Через полчаса он пришел опять.

– Слушай, ну ты же высокий, давай достанем.

– Нет, – твердо сказал сын, – я не буду. Да и тебе не советую. Лучше доложи на таможне, что заметил что-то подозрительное, тебе же еще и благодарность объявят.

– Да, – подтвердил Вася, – в самом деле, будет благодарность. Только вдруг это – ты, а тебя уже не будет. Ищи тебя.

– Меня-то как раз найти нетрудно, я ведь остаюсь, не уезжаю.

– Значит, не ты? – еще раз спросил Вася.

– Нет, не я.

– Значит, негр.

Неужели он придет еще? И что-то еще придумает? Или это последний раунд?

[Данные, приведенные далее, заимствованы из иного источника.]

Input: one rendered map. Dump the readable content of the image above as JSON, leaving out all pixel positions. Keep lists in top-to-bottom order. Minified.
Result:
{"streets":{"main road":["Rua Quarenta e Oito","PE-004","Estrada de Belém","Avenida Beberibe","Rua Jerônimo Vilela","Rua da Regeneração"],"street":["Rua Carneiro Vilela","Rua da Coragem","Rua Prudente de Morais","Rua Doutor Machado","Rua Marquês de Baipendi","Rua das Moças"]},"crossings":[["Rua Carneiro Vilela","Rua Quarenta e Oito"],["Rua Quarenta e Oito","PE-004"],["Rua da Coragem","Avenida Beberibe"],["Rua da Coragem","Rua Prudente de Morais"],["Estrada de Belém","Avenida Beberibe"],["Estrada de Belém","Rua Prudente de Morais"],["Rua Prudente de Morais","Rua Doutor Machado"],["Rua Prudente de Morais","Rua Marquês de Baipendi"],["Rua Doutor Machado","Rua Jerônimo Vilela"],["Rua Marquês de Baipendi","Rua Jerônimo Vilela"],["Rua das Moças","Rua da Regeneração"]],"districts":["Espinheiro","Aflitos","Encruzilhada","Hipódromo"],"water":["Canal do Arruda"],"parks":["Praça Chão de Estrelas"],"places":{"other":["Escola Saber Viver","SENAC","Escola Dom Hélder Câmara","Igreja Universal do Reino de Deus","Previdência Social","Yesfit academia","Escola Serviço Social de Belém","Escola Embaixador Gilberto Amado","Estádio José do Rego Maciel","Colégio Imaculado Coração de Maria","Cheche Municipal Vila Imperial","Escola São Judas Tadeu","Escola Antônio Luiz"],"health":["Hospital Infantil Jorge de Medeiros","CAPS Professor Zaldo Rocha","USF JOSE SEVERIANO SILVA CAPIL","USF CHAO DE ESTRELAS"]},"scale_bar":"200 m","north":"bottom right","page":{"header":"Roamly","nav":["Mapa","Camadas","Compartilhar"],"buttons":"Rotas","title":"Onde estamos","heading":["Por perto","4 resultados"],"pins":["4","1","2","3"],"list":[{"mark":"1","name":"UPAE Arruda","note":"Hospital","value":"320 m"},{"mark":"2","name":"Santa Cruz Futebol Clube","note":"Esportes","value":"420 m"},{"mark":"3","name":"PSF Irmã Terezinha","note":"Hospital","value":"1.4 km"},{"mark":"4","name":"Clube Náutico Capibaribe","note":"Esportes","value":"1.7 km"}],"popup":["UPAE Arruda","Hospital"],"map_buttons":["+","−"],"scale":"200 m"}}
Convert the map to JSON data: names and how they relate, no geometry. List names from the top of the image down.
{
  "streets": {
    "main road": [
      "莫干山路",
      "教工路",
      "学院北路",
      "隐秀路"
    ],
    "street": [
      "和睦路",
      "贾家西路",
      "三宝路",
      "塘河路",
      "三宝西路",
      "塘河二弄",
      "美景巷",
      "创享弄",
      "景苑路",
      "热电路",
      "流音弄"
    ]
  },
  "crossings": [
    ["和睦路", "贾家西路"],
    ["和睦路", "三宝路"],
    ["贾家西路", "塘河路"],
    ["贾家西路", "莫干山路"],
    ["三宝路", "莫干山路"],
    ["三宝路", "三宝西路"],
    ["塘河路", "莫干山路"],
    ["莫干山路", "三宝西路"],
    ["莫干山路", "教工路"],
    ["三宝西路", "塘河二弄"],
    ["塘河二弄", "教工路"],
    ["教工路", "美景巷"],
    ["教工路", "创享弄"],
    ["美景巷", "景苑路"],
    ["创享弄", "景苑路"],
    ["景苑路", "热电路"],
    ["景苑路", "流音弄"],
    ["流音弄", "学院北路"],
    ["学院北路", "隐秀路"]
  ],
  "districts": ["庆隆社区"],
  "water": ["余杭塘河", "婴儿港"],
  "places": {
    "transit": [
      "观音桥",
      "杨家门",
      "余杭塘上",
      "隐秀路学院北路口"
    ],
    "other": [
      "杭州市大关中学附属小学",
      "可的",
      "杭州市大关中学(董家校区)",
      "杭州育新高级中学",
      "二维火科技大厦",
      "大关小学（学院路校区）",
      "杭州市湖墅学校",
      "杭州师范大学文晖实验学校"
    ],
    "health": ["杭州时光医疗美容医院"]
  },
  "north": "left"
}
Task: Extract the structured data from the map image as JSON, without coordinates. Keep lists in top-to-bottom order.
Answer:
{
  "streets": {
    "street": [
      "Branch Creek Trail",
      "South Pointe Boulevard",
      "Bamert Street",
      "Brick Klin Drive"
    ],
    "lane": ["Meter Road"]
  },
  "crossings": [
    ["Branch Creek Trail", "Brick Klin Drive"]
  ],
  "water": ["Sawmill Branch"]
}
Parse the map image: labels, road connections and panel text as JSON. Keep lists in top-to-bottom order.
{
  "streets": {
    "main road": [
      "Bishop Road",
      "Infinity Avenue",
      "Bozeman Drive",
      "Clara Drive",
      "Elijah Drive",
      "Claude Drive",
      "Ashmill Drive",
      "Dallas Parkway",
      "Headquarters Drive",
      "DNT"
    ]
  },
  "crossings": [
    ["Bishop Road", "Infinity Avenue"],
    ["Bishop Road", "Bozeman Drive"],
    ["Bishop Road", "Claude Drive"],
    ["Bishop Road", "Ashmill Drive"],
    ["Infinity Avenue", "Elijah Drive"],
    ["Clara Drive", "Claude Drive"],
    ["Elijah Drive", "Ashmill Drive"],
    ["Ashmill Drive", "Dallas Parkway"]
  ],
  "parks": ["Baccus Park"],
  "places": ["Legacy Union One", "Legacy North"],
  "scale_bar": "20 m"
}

Сейчас я пишу и вспоминаю, с каким серьезным видом вел Вася следствие и как произносил убежденно: "Значит, негр," и думаю, как это было смешно и наивно, и нелепо, и глупо, но тогда нам было отнюдь не смешно, хотя мы понимали весь комизм и нелепость ситуации. И невозможно было послать этого Васю подальше, далеко-далеко, закрыть перед ним дверь: "Гуляй, Вася!"

Благодарность ему нужна, думала я со злостью. Повесить в рамочке под стеклом! Показалось, что не добрал бумажки, хочет еще. Решил взять на испуг. Да и в самом деле, как не струхнуть, все было задумано так хорошо. Интересно, попался ли кто-нибудь на этот крючок из моих соплеменников, или это премьера спектакля? Мы первые удостоились такой чести. Уж очень сын подходил к отведенной ему роли – высокий, сила вроде есть, общительный, и деньги первый раз выложил, не торгуясь, значит, есть деньги.

Сейчас я понимаю, что психолог Вася видел: сын не только физически крепок, но и нервы у него не шалят, потому не вызвал сына в коридор говорить один на один, а пришел вести допрос при нас, чтобы мы испугались очень, чтобы уговорили сына достать этот злосчастный пакет, выкинуть, дать Васе на лапу и замести следы. Это не мы, конечно, не мы, но надо было все сделать тихо и гладко, чтобы никто ничего не видел и не знал, и чтобы не было задержек и пускания крови. Мы должны были уговорить сына... Я должна была... Я, слабая женщина.

Но я не сделала этого. Я ненавидела этого Васю, от которого зависел мой покой. Я задыхалась от злости. Молча.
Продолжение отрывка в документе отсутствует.